拾遺之八:猿の話
●或る村で二人の惨殺死体がみつかった。
二人はその村に住む夫婦であり、死体を見つけた村人も良く知る者達だった。
死体は凡そ、人間業ではないような惨たらしい方法で痛めつけられていた。それは体中、何か猛獣にでも襲われたかのように咬み傷だらけで、血まみれで、異様な臭気が立ち込めている、という有様だったのだ。
二人には生前子供がいた。元気な可愛い男の子で、二人は息子をひどく大事にしていた。
ところが、幸不幸は誰にもはかり知ることは出来ぬもので、ある時、二人が畑へ行った際に、とんでもないことが起こった。
息子がいなくなったのだ。外へ行ったのかもしれないと考えた夫婦は、野に山に分け入って、必死で我が子を探した。しかし息子はとうとう帰って来なかった。それからも夫婦は毎日のように息子を探したが、やはり見つけることは出来なかった。

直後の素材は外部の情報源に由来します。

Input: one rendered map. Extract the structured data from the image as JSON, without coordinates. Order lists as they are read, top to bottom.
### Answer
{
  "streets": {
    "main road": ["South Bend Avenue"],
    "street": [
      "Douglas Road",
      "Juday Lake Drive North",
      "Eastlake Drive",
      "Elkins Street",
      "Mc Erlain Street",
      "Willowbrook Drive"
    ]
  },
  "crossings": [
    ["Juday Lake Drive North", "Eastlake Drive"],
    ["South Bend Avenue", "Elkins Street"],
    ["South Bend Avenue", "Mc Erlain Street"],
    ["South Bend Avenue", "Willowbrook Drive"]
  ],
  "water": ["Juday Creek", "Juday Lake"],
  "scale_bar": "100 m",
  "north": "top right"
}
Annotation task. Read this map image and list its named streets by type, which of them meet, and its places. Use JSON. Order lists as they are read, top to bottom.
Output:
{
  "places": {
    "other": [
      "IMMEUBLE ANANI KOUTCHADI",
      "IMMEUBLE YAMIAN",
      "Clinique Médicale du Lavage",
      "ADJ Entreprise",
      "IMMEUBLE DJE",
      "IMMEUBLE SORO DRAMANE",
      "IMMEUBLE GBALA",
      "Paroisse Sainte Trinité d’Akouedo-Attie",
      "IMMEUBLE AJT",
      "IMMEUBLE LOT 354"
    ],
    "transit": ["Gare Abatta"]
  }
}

それからしばらくした頃のことだ。夫婦が悲しみに暮れていると、外で何か物音がする。二人が玄関を出ると、そこには一匹の猿がいた。山から迷い込んできたのだろうか。それにしても、良く人に慣れた猿である。普通ならば、人間がこうして近寄ってくれば、すぐに逃げてしまうものだろう。
二人はそんな猿が可愛くなり、家に入れて育てることにした。それはあたかも、いなくなった息子の身代わりのようだった。
猿はとても利口だった。始めは人懐っこい以外は普通の猿だったのだが、人間に飼われている為か、徐々に人間らしくなってきた。教えてもいないのに人間と同じものを欲し、人間と同じように振舞った。流石に喋ることはなかったが、夫婦はそんな猿を可愛らしく思った。
ところが、夫婦はあることに気付いた。猿の嗜好が消えた息子のそれと全く同じであることに。事実、猿は息子の気に入っていた玩具を欲しがったり、息子の好きなものを好んで食べたりと、息子の真似でもするかのように何もかもが息子と似ていた。始めはそれを可愛らしく思っていた二人だが、やがてそれは気味悪さへと変わっていく。二人は思っていたのだ。息子を攫い、殺したのが目の前にいるこの猿なのではないかと。猿は本当に、息子の身代わりになったのではないかと。それを知ってか知らずか、猿は無邪気に、息子の好きだったおもちゃで遊んでいた。
それからすぐだった。二人が惨殺死体で見つかったのは。
猿の行方は誰も知らない。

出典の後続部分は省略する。